見她現了,雯吐了吐舌頭,蹦了下來,撇了撇嘴,道:「靈靈,那個混元派來的長舌婦真是煩死了,偏你還好心好腸應付她。」
蔣靈道:「羅姑娘只是性子直爽,沒有壞心……」她還未說完,便被雯蠻不講理地打斷,「不許你替她說話,我不愛聽!」
蔣靈只得點頭,雯又歡快地道:「我不是白來找你的,近日朱師兄他們尋到了一處前人留下的洞府,他約了好幾位相好的同門,打算去探一探,我立刻就想到了你。」
雲夢古澤極大,歷來修士修行隕落的不在少數,哪怕是洞真派山門禁制範圍之內,也不是每一處都被人探過,尋到一兩處前人洞府,倒也尋常。
蔣靈也有些好奇,道:「這秘境禁制厲害麼?」
雯道:「不是還有我麼?說起煉氣期中,最熟諳禁制陣法的,捨我其誰?」她驕傲地揚頭,但隨即又露出了一絲沮喪之色,「只是,朱師兄非要邀約秋玲兒一起,說是她有一件破禁的寶物,這樣萬無一失。哼!不過是個喪家之犬,得意的時候便猖狂,如今落魄了,就腆著臉四處討好別人,我看著就來氣!」
秋玲兒是秦樓月的弟子,當初極受其師寵愛,在四代弟子裡風頭頗勁。但自從其師受了重傷,二十多年都不曾露面,傳言其人傷了根基,已經跌落到了築基修為,但也不知真假。只是秋玲兒沒了師父照看,有那些見風使舵,乃至落井下石的人,便來與她為難,雖然她也聰明,竭力周旋,但日子也不好過。
雯口中那位朱師兄乃是韓晶的弟子,韓晶和她的師父莫辭醉是同師兄弟,而雯小時候也頗受這位朱師兄照顧,這次人家為了帶上秋玲兒這事,有些駁她的面子,令這女孩兒惱怒非常。
蔣靈搖了搖頭,不知道該說什麼。雯提起秋玲兒,她不禁想到了自己,雖然哥哥是鍾晗鍾真人門下,但卻不受重視,自己兄妹倆是靠著鼎湖島才有今日。只是,虞真人眼光極高,自己有心拜師,卻還連一個記名弟子也沒混到。這樣想了一想,不覺又有些難過。

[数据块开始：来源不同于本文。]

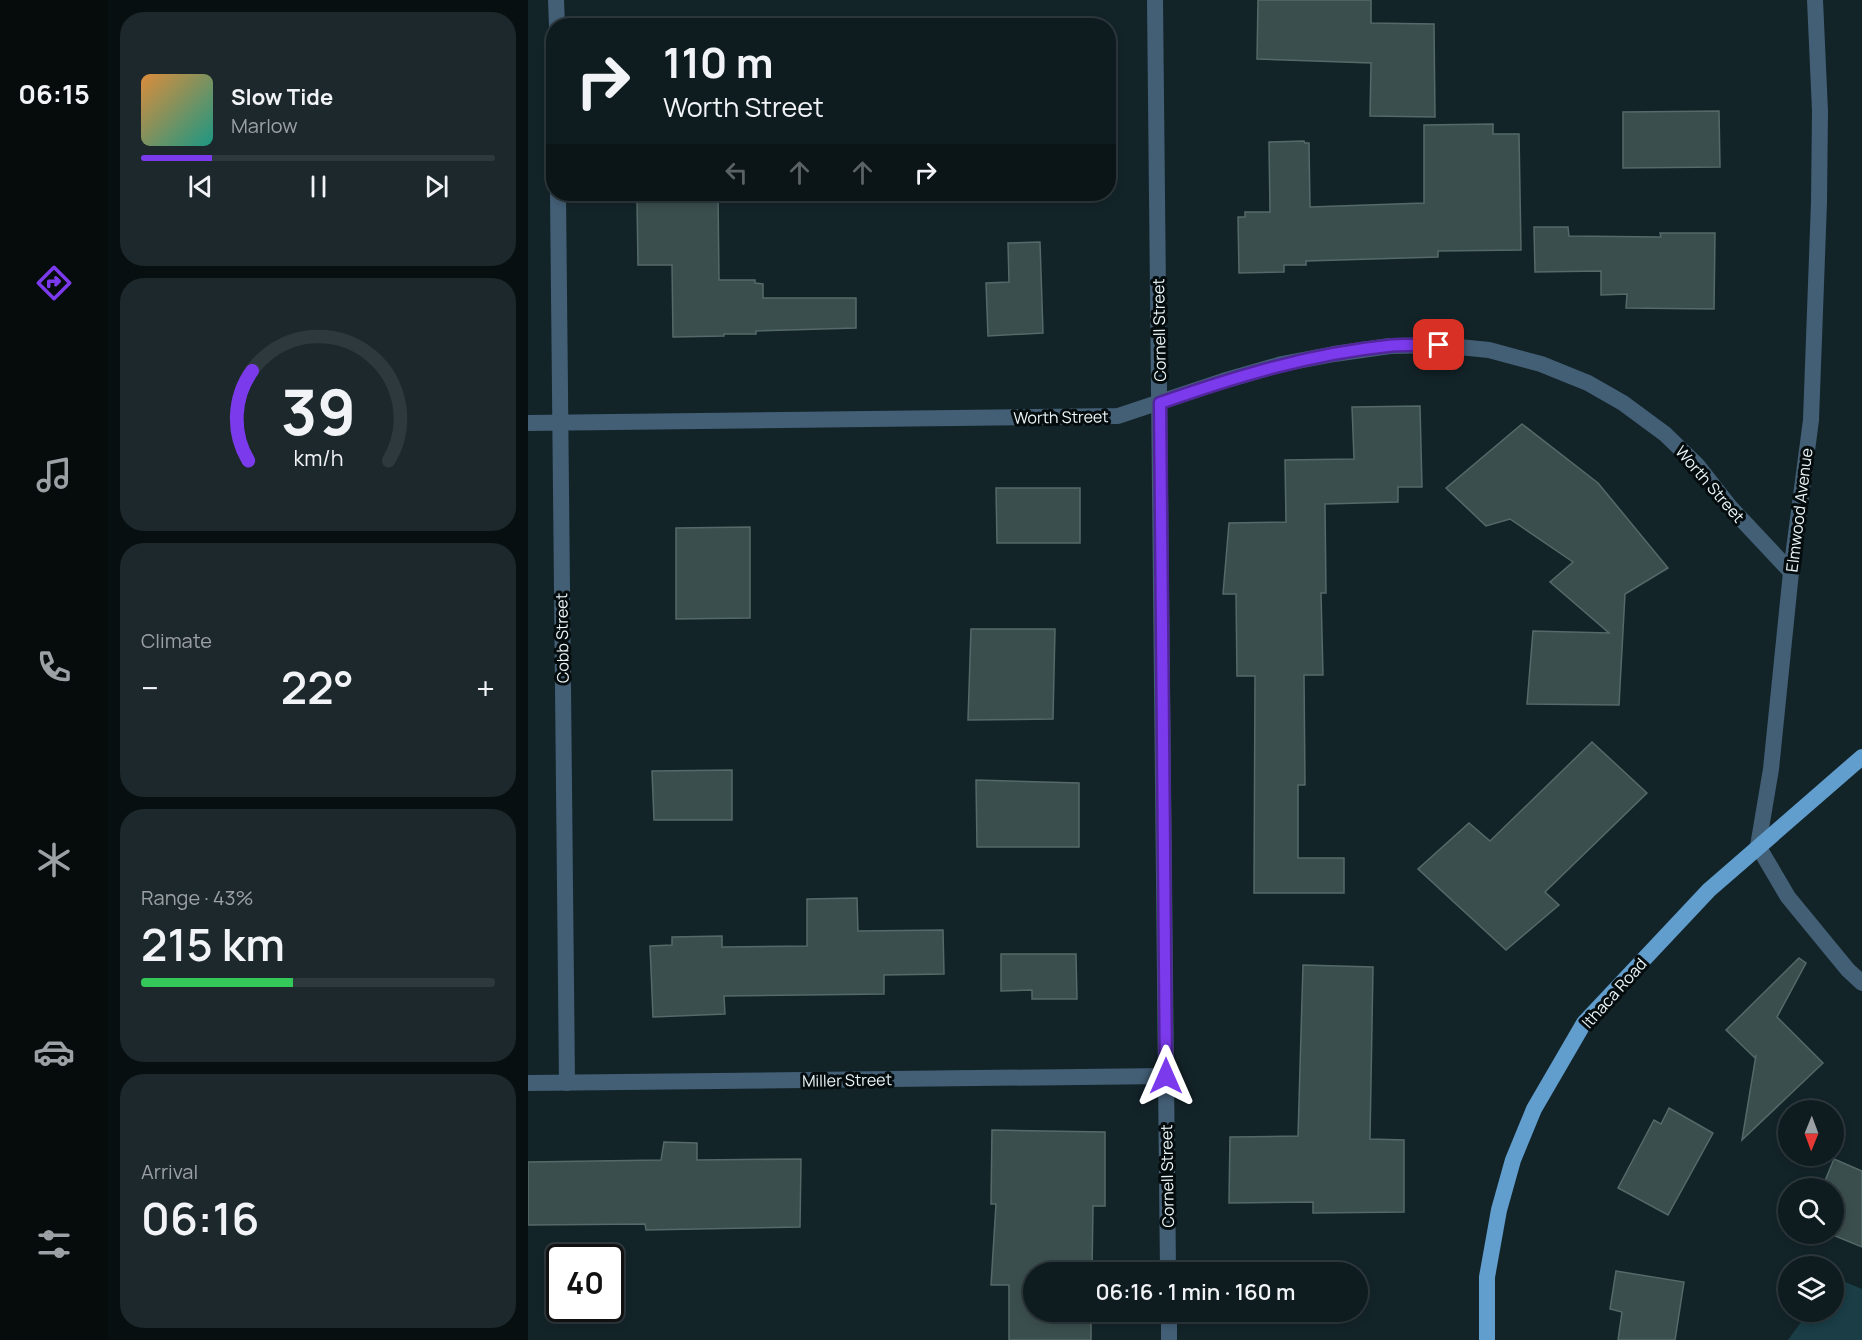 <!DOCTYPE html>
<meta charset="utf-8">
<style>
:root{--surface:#0e1b1f;--page:#1c282c;--text:#f1f3f6;--muted:#9ba1a4;--line:#2e393d;--accent:#7c3aed}
body{margin:0;font-family:Manrope,sans-serif;background:var(--page);color:var(--text);height:100vh;display:flex;flex-direction:column;font-size:22px;white-space:nowrap}
*{box-sizing:border-box;margin:0}
p{font-size:20px;color:var(--muted)}
.icon{flex:none;width:33px;height:33px;fill:none;stroke:currentColor;stroke-width:2;stroke-linecap:round;stroke-linejoin:round}
.map{position:relative;flex:1;overflow:hidden}
.details{display:flex;flex-direction:column;gap:12px;padding:12px;background:#080f11;width:420px}
.details>*{flex:none}
.guide{position:absolute;left:18px;top:18px;width:570px;height:183px;border-radius:24px;box-shadow:0 3px 9px #0003,0 0 0 2px var(--line);background:#0e1b1f;color:var(--text);overflow:hidden}
.needle{width:39px;rotate:181deg}
.controls{position:absolute;left:1250px;top:1100px;display:grid;gap:12px}
.controls a{display:grid;place-items:center;width:66px;height:66px;border-radius:50%;background:var(--surface);box-shadow:0 3px 9px #0003,0 0 0 2px var(--line);font-size:30px}
.speed{position:absolute;left:18px;top:1244px;display:flex;gap:12px;font-size:30px;font-weight:700;text-align:center}
.speed>*{display:grid;place-content:center;width:78px;height:78px;border-radius:50%;background:var(--surface);box-shadow:0 3px 9px #0003,0 0 0 2px var(--line);line-height:1}
.speed .limit{border:3px solid #111;border-radius:9px;background:#fff;color:#111}
.pin{position:absolute;display:grid;place-items:center;width:51px;height:51px;color:#fff;margin:-26px;border-radius:12px;box-shadow:0 3px 9px #0006}
.me{position:absolute;width:66px;margin:-33px;rotate:0deg;stroke-linejoin:round;filter:drop-shadow(0 0 4px #0008)}
.turn{display:flex;align-items:center;gap:21px;height:126px;padding:0 18px;font-size:27px}
.turn .icon{width:78px;height:78px;stroke-width:2.5}
.turn b{display:block;font-size:42px;line-height:51px}
.lanes{display:flex;align-items:center;height:57px;padding:0 18px;background:#0003;justify-content:center;gap:30px;direction:ltr}
.lanes .off{opacity:.35}
.big{font-size:45px;font-weight:600;line-height:1.1}
.details .card{flex:1;display:flex;flex-direction:column;justify-content:center;gap:9px;min-width:0;padding:0 21px;border-radius:24px;background:var(--page)}
.details .dial{align-items:center;gap:0}
.dial svg{height:156px;overflow:visible;fill:none;stroke:var(--line);stroke-width:7;stroke-linecap:round;text-anchor:middle}
.dial text{fill:var(--text);stroke:none}
.song{display:flex;align-items:center;gap:18px}
.cover{width:72px;height:72px;border-radius:9px;background:linear-gradient(135deg,hsl(30 70% 55%),hsl(170 70% 35%))}
.played{height:6px;border-radius:3px;background:linear-gradient(90deg,var(--accent) 20%,var(--line) 20%)}
.keys{display:flex;justify-content:space-around;direction:ltr}
.heat{display:flex;justify-content:space-between;align-items:center;font-size:33px;direction:ltr}
.charge{height:9px;border-radius:4px;background:linear-gradient(90deg,#34c759 43%,var(--line) 0)}
.trip{position:absolute;left:495px;top:1262px;width:345px;height:60px;border-radius:30px;background:var(--surface);box-shadow:0 3px 9px #0003,0 0 0 2px var(--line);font-weight:600;line-height:60px;text-align:center}
main{display:flex;flex:1;min-height:0}
.dock{display:flex;flex-direction:column;width:108px;justify-content:space-around;align-items:center;background:#060b0c;color:var(--muted)}
.dock .icon{width:42px;height:42px}
.dock .on{color:var(--accent)}
.dock b{font-size:27px;color:var(--text)}
.map>svg:first-child{display:block}
.green{fill:#1a3d46}
.building{fill:#3b4e4e;stroke:#556968;stroke-width:1.5}
.lines{fill:none;stroke-linecap:round;stroke-linejoin:round}
.minor{stroke:#435f76;stroke-width:16}
.tertiary{stroke:#435f76;stroke-width:16}
.primary{stroke:#619ecd;stroke-width:16}
.route-casing{stroke:#51269a;stroke-width:15}
.route{stroke:#7c3aed;stroke-width:10}
.labels{text-anchor:middle;dominant-baseline:central;stroke-width:6;stroke-linejoin:round;paint-order:stroke}
.street-label{font-size:16px;fill:#ebf6f9;stroke:#050c0e}
</style>
<main>
<nav class="dock">
<b>06:15</b>
<svg class="icon on" aria-label="directions" viewBox="0 0 24 24"><path d="M12 3l9 9-9 9-9-9zM9 14v-3h6M13 9l2 2-2 2"/></svg>
<svg class="icon" aria-label="music" viewBox="0 0 24 24"><path d="M9 18V5l10-2v13"/><circle cx="6" cy="18" r="3"/><circle cx="16" cy="16" r="3"/></svg>
<svg class="icon" aria-label="phone" viewBox="0 0 24 24"><path d="M5 4h4l2 5-3 2q2 4 5 5l2-3 5 2v4C11 20 4 13 5 4z"/></svg>
<svg class="icon" aria-label="climate" viewBox="0 0 24 24"><path d="M12 3v18M4 7l16 10M4 17L20 7"/></svg>
<svg class="icon" aria-label="car" viewBox="0 0 24 24"><path d="M5 17H2v-5l4-1 3-4h7l3 4 3 1v5h-3M9 17h6M6 11h13"/><circle cx="7" cy="17" r="2"/><circle cx="17" cy="17" r="2"/></svg>
<svg class="icon" aria-label="filters" viewBox="0 0 24 24"><path d="M4 7h16M4 17h16"/><circle cx="9" cy="7" r="2"/><circle cx="15" cy="17" r="2"/></svg>
</nav>
<section class="details">
<div class="card">
<div class="song"><i class="cover"></i><div><b>Slow Tide</b><p>Marlow</p></div></div>
<div class="played"></div>
<div class="keys"><svg class="icon" aria-label="previous" viewBox="0 0 24 24"><path d="M18 5L8 12l10 7zM5 5v14"/></svg><svg class="icon" aria-label="pause" viewBox="0 0 24 24"><path d="M8 5v14M16 5v14"/></svg><svg class="icon" aria-label="next" viewBox="0 0 24 24"><path d="M6 5l10 7-10 7zM19 5v14"/></svg></div>
</div>
<div class="card dial"><svg viewBox="0 0 100 80">
<path d="M14 69A42 42 0 1 1 86 69"/>
<path d="M14 69A42 42 0 0 1 16 23" stroke="#7c3aed"/>
<text x="50" y="56" font-size="32" font-weight="700">39</text>
<text x="50" y="72" font-size="11">km/h</text>
</svg></div>
<div class="card"><p>Climate</p>
<div class="heat"><a>−</a><b class="big">22°</b><a>+</a></div>
</div>
<div class="card"><p>Range · 43%</p><b class="big">215 km</b><div class="charge"></div></div>
<div class="card"><p>Arrival</p><b class="big">06:16</b></div>
</section>
<div class="map">
<svg width="1334" height="1340" viewBox="0 0 1334 1340">
<rect width="100%" height="100%" fill="#132429"/>
<path class="green" d="M 1305,1277 L 1334,1289 L 1334,1340 L 1260,1340 L 1281,1311 L 1305,1311 Z"/>
<g class="building">
<path d="M 730,0 L 843,0 L 843,23 L 906,24 L 907,117 L 842,116 L 843,63 L 729,59 Z"/>
<path d="M 1191,111 L 1192,167 L 1095,168 L 1095,112 Z"/>
<path d="M 965,124 L 965,134 L 991,134 L 993,250 L 910,251 L 910,257 L 778,261 L 778,265 L 756,265 L 756,272 L 711,273 L 710,217 L 717,217 L 717,212 L 742,212 L 741,142 L 776,141 L 777,143 L 781,143 L 782,207 L 896,203 L 896,125 Z"/>
<path d="M 190,194 L 191,280 L 227,280 L 227,283 L 235,284 L 235,298 L 328,298 L 328,328 L 228,331 L 228,334 L 196,334 L 196,336 L 145,337 L 144,265 L 110,265 L 109,201 L 114,201 L 114,196 Z"/>
<path d="M 1006,227 L 1040,227 L 1041,236 L 1133,237 L 1132,233 L 1187,233 L 1186,309 L 1098,308 L 1099,294 L 1073,295 L 1073,271 L 1007,272 Z"/>
<path d="M 512,242 L 515,333 L 460,336 L 458,283 L 481,282 L 480,243 Z"/>
<path d="M 892,406 L 894,487 L 870,487 L 870,502 L 797,504 L 798,593 L 793,593 L 795,675 L 776,675 L 777,785 L 770,785 L 770,858 L 816,858 L 816,893 L 726,893 L 727,676 L 709,676 L 708,594 L 695,594 L 701,523 L 758,522 L 757,460 L 826,459 L 824,407 Z"/>
<path d="M 994,424 L 1070,483 L 1140,568 L 1097,594 L 1091,705 L 999,704 L 1005,631 L 1081,633 L 1022,582 L 1045,562 L 982,519 L 958,526 L 918,488 Z"/>
<path d="M 468,488 L 552,488 L 552,543 L 469,543 Z"/>
<path d="M 222,527 L 222,618 L 148,619 L 148,528 Z"/>
<path d="M 443,629 L 527,629 L 525,719 L 440,720 Z"/>
<path d="M 1064,742 L 1119,793 L 1017,892 L 1031,905 L 978,950 L 890,869 L 941,823 L 962,841 Z"/>
<path d="M 204,770 L 204,820 L 126,820 L 124,771 Z"/>
<path d="M 448,780 L 551,783 L 551,847 L 449,847 Z"/>
<path d="M 329,898 L 330,931 L 415,930 L 416,974 L 356,975 L 356,994 L 196,996 L 197,1014 L 125,1017 L 122,946 L 144,945 L 144,937 L 194,936 L 194,947 L 279,946 L 279,899 Z"/>
<path d="M 473,954 L 548,954 L 549,999 L 504,999 L 504,990 L 473,991 Z"/>
<path d="M 1271,958 L 1278,963 L 1249,1017 L 1295,1063 L 1214,1140 L 1228,1055 L 1227,1058 L 1198,1030 Z"/>
<path d="M 775,965 L 845,967 L 842,1139 L 876,1140 L 876,1212 L 785,1213 L 785,1202 L 701,1203 L 702,1137 L 770,1136 Z"/>
<path d="M 1141,1108 L 1185,1133 L 1140,1215 L 1090,1188 L 1126,1120 L 1133,1124 Z"/>
<path d="M 464,1130 L 577,1132 L 577,1206 L 565,1206 L 564,1272 L 506,1272 L 506,1311 L 563,1311 L 563,1340 L 481,1340 L 481,1285 L 463,1285 L 468,1204 L 463,1204 Z"/>
<path d="M 136,1142 L 169,1143 L 169,1160 L 273,1159 L 272,1227 L 118,1230 L 117,1224 L 0,1225 L 0,1162 L 133,1160 Z"/>
<path d="M 1306,1159 L 1334,1171 L 1334,1247 L 1300,1233 L 1305,1233 L 1305,1188 L 1294,1188 Z"/>
<path d="M 1088,1271 L 1156,1282 L 1147,1340 L 1090,1340 L 1094,1312 L 1082,1309 Z"/>
</g>
<g class="lines">
<g class="minor">
<path d="M 28,0 L 29,26"/>
<path d="M 1287,0 L 1292,111 L 1291,202 L 1283,420 L 1263,572 L 1243,769 L 1230,846 L 1260,897 L 1320,970 L 1334,983"/>
<path d="M 30,194 L 39,1083"/>
<path d="M 0,423 L 590,416 L 695,381 L 754,364 L 806,354 L 862,346 L 911,345 L 961,350 L 1013,364 L 1060,383 L 1095,403 L 1137,434 L 1169,465 L 1202,507 L 1263,572"/>
<path d="M 0,1083 L 638,1076"/>
</g>
<g class="tertiary">
<path d="M 627,0 L 640,1272"/>
<path d="M 641,1311 L 641,1340"/>
</g>
<path class="primary" d="M 959,1340 L 959,1277 L 971,1210 L 985,1160 L 1006,1109 L 1056,1023 L 1181,890 L 1334,757"/>
</g>
<g class="lines">
<g class="route-casing">
<path id="route" d="M 638,1076 L 632,403 C 706,377 781,354 860,346 C 877,344 894,346 911,345"/>
</g>
<use href="#route" class="route"/>
</g>
<g class="labels">
<g class="street-label">
<text transform="translate(631 330) rotate(-91)">Cornell Street</text>
<text transform="translate(533 417) rotate(-1)">Worth Street</text>
<text transform="translate(1182 484) rotate(49)">Worth Street</text>
<text transform="translate(1271 510) rotate(-83)">Elmwood Avenue</text>
<text transform="translate(34 638) rotate(-91)">Cobb Street</text>
<text transform="translate(1086 993) rotate(-48)">Ithaca Road</text>
<text transform="translate(319 1080) rotate(-1)">Miller Street</text>
<text transform="translate(639 1176) rotate(-91)">Cornell Street</text>
</g>
</g>
</svg>
<div class="controls">
<a><svg class="needle" viewBox="-14 -14 28 28"><path d="M0-13l5 13h-10z" fill="#e53935"/><path d="M0 13l5-13h-10z" fill="#9ba1a4"/></svg></a>
<a><svg class="icon" aria-label="search" viewBox="0 0 24 24"><circle cx="10" cy="10" r="6"/><path d="M15 15l6 6"/></svg></a>
<a><svg class="icon" aria-label="layers" viewBox="0 0 24 24"><path d="M12 4l9 5-9 5-9-5zM3 14l9 5 9-5"/></svg></a>
</div>
<div class="speed"><div class="limit">40</div></div>
<div class="pin" style="left:911px;top:345px;background:#d93025"><svg class="icon" aria-label="arrive" viewBox="0 0 24 24"><path d="M6 21V4h12l-3 4 3 4H6"/></svg></div>
<svg class="me" style="left:638px;top:1076px" viewBox="-20 -20 40 40"><path d="M0-17L14 15 0 8-14 15z" fill="#7c3aed" stroke="#fff" stroke-width="4"/></svg>
<div class="trip">06:16 · 1 min · 160 m</div>
<div class="guide">
<div class="turn"><svg class="icon" aria-label="right" viewBox="0 0 24 24"><path d="M7 20v-9h11M14 6l5 5-5 5"/></svg><div><b>110 m</b>Worth Street</div></div>
<div class="lanes"><svg class="icon off" aria-label="left" viewBox="0 0 24 24"><path d="M17 20v-9H6M10 6l-5 5 5 5"/></svg><svg class="icon off" aria-label="ahead" viewBox="0 0 24 24"><path d="M12 20V5M6 11l6-6 6 6"/></svg><svg class="icon off" aria-label="ahead" viewBox="0 0 24 24"><path d="M12 20V5M6 11l6-6 6 6"/></svg><svg class="icon" aria-label="right" viewBox="0 0 24 24"><path d="M7 20v-9h11M14 6l5 5-5 5"/></svg></div>
</div>
</div>
</main>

雯只顧自己說秋玲兒的壞話,忽然注意到蔣靈臉色不好,她本也聰明,頓時就想到了蔣靈是在為自己境遇難過,急忙轉了話題,去寬慰她。
蔣靈打起了精神,只覺得自己還須更努力些,便轉問雯道:「你剛才說朱師兄還約了哪些人?」
雯道:「也不算多,加上你才六個,對了,你們峰的宋輕眉也去。」她神秘地眨了眨眼睛,「聽說荀真人要出關了,有沒有這事?」
蔣靈根本沒見過荀少卿,不過她既然把自己認作虞璿的人,心裡自然而然也將荀少卿視為一邊的,想了一想,搖搖頭道:「我沒有聽說過。」
雯噗嗤笑了,拍著她的肩膀,「好了,好了,你消息真是不靈通,修行也不能總是關在洞府裡。走,我帶你去見見朱師兄。」
兩個女孩兒談談笑笑,各自祭起法器飛起,才到一半,雯忽然停了下來,半空行禮,叫道:「拜見師父!」
蔣靈急忙有樣學樣,不片刻,一個腰插短笛的青衫少年飛了下來,向二女點了點頭,問雯道:「尋為師何事?」
莫辭醉的孤僻冷淡在門中出了名,對待自家徒弟也沒什麼表情,不過雯早已習慣,也不在意,答道:「弟子和同門相約歷練,剛才忽然看見恩師遁光路過,就順便拜見一下。」
聽這話的意思,顯然只是路過隨便行個禮,並沒想到莫辭醉還會掉轉頭理她的。
蔣靈雖然和雯交好,多次到留醉川她的洞府留駐,但還是第二次見到莫辭醉,看到這對師徒的相處模式,也覺得十分新鮮有趣。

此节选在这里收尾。